◆ How to complete this task: Restrict the output to the lines below starting at the one that contains "Instruction: What data" and ending at the one that contains "Task: Describe the", and restate them word for word, both ends included.

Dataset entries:

____________

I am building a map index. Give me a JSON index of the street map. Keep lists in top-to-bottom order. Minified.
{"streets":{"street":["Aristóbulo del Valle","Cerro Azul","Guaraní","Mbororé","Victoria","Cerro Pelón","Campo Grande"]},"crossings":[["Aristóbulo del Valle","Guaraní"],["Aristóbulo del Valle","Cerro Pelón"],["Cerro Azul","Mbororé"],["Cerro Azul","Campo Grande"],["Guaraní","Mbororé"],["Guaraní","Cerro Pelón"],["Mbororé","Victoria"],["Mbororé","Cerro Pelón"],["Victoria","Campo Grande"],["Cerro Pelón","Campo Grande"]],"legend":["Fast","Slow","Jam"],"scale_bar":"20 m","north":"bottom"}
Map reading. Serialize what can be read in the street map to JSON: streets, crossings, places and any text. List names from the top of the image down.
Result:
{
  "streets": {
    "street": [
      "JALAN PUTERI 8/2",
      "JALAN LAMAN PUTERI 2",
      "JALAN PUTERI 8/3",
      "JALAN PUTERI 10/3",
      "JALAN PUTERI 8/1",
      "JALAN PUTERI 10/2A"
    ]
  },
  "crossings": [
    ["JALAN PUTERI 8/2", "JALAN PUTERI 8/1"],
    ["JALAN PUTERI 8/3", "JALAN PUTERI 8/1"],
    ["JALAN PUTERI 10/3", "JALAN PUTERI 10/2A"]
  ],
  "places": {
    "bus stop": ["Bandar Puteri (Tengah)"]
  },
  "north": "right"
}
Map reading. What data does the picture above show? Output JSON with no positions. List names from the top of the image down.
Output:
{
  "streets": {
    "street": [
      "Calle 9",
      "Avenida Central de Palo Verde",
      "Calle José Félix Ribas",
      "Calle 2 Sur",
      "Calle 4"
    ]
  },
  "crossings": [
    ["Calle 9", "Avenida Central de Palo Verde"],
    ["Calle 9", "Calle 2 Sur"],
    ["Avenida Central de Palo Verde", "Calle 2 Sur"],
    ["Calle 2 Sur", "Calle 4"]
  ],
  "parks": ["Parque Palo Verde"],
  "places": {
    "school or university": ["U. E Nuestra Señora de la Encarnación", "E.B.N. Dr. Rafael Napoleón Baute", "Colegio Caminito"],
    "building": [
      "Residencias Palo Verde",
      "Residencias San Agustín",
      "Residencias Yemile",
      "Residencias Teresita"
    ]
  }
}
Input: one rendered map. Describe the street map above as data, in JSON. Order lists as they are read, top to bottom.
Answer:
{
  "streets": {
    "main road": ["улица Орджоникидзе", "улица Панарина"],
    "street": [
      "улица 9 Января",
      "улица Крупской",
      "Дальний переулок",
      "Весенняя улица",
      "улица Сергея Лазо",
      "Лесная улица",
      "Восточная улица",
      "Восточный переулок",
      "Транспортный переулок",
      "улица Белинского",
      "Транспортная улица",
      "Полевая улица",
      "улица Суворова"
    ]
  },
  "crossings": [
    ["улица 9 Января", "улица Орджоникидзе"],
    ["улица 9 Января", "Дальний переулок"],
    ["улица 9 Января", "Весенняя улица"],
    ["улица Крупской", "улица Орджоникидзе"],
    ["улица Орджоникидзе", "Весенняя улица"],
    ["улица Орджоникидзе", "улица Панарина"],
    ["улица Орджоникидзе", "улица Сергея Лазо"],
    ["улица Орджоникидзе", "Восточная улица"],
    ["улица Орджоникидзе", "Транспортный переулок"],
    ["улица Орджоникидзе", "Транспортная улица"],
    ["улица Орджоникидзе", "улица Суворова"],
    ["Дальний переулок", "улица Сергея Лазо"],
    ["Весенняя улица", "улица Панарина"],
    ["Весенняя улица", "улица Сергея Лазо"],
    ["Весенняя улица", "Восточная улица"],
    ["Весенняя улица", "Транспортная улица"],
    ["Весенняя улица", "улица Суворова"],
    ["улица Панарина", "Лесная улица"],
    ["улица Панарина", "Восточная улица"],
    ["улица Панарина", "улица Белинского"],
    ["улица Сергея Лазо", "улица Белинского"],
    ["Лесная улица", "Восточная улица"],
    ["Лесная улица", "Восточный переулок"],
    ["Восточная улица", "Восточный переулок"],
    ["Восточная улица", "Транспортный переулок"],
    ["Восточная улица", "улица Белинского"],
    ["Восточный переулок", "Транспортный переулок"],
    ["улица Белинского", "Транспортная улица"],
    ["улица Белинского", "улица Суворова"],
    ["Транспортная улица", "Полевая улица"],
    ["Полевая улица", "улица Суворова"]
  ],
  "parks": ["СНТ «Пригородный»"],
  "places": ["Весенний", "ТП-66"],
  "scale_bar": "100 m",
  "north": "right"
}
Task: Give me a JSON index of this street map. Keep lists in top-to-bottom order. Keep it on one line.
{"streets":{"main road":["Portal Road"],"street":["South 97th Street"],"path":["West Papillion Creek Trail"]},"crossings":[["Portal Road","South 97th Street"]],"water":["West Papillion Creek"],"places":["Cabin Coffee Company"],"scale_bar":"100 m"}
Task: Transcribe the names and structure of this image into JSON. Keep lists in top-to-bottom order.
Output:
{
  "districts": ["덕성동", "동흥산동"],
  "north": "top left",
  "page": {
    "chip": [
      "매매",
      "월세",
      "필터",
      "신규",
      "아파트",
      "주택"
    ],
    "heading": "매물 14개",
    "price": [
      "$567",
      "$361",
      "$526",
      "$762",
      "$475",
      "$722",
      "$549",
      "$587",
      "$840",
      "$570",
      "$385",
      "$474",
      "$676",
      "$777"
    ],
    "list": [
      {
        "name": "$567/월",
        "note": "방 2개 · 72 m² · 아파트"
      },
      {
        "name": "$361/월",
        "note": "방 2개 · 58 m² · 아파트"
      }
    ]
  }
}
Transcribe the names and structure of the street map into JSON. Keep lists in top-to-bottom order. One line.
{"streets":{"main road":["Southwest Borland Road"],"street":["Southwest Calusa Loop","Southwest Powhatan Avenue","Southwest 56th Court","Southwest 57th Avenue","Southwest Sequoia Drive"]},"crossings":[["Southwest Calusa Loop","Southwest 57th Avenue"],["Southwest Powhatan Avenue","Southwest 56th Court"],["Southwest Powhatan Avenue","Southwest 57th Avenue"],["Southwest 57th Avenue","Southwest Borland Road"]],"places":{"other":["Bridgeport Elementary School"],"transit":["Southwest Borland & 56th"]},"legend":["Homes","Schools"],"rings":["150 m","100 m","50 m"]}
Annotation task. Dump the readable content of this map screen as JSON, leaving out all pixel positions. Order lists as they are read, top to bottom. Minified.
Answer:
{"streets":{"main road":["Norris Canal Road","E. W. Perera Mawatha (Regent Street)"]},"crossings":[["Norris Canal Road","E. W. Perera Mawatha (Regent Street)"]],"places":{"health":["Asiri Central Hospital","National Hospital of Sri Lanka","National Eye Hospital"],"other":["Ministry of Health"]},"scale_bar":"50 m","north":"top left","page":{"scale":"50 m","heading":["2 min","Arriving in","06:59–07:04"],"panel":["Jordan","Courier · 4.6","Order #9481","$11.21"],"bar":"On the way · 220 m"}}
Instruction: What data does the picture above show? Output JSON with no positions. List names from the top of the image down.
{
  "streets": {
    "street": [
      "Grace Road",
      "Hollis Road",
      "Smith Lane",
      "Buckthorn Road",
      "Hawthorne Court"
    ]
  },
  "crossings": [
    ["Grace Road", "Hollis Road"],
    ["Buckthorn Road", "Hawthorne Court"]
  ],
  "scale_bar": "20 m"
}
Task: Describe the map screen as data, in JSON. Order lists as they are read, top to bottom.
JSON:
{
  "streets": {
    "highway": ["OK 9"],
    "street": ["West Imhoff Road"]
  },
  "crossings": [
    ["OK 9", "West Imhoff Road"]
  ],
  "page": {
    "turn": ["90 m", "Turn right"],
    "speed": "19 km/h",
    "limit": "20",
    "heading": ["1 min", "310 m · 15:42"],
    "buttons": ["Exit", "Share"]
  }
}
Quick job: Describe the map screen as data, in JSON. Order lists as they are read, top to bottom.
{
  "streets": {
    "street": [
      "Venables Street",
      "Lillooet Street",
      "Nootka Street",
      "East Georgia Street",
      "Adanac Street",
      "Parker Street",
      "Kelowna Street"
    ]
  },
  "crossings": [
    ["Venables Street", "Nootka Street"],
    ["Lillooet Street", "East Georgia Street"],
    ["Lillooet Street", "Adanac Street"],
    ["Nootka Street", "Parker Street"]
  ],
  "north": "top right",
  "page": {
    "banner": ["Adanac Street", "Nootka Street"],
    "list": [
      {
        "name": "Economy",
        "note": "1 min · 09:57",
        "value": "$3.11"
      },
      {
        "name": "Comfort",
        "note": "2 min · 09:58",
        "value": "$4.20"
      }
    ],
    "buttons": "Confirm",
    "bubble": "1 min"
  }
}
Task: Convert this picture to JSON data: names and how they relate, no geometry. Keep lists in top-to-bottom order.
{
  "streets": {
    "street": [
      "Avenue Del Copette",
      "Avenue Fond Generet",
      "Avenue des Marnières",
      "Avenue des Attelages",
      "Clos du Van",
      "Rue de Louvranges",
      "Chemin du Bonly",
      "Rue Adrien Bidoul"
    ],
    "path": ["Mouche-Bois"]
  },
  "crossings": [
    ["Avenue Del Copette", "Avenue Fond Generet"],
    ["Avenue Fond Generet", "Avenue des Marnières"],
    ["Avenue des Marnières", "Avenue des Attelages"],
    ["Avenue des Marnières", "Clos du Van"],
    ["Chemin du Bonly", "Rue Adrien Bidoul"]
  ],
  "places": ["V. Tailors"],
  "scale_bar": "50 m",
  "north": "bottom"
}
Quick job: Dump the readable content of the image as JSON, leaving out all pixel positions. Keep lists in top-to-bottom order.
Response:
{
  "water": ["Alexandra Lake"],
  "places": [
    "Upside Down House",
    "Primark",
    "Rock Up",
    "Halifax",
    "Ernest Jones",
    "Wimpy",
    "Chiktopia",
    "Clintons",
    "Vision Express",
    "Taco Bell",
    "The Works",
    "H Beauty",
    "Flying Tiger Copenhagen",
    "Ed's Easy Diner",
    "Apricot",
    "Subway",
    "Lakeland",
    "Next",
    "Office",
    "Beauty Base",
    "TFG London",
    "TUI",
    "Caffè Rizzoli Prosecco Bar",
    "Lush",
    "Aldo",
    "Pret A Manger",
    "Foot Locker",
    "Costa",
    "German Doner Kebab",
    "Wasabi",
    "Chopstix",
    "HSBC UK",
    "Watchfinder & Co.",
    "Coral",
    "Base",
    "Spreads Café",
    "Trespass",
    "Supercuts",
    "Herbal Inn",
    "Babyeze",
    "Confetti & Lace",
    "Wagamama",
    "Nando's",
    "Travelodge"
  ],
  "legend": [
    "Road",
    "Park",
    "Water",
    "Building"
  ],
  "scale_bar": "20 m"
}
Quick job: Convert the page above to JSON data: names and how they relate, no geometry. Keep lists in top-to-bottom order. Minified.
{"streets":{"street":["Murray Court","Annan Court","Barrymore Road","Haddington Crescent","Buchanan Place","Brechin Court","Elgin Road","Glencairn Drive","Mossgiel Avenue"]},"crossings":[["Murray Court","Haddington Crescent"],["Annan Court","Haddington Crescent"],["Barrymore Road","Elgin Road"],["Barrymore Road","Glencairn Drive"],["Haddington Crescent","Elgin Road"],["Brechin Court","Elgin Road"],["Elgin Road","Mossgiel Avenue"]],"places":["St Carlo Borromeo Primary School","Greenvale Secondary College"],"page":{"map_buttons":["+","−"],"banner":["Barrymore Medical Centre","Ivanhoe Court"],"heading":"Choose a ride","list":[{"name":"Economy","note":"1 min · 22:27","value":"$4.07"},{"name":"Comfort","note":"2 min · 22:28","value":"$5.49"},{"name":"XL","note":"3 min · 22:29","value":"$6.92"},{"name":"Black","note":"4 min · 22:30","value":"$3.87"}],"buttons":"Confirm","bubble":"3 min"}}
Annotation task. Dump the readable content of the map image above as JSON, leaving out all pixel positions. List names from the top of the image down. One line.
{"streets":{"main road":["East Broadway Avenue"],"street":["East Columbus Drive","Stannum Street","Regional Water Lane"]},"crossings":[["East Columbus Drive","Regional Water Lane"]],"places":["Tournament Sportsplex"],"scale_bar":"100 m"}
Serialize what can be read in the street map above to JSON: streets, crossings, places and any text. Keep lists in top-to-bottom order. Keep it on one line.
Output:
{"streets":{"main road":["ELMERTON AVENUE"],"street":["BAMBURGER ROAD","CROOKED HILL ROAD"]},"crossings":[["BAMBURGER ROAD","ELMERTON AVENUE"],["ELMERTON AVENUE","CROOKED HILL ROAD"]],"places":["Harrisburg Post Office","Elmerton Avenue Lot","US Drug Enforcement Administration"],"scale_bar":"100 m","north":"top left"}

____________

◆ Reply:
Instruction: What data does the picture above show? Output JSON with no positions. List names from the top of the image down.
{
  "streets": {
    "street": [
      "Grace Road",
      "Hollis Road",
      "Smith Lane",
      "Buckthorn Road",
      "Hawthorne Court"
    ]
  },
  "crossings": [
    ["Grace Road", "Hollis Road"],
    ["Buckthorn Road", "Hawthorne Court"]
  ],
  "scale_bar": "20 m"
}
Task: Describe the map screen as data, in JSON. Order lists as they are read, top to bottom.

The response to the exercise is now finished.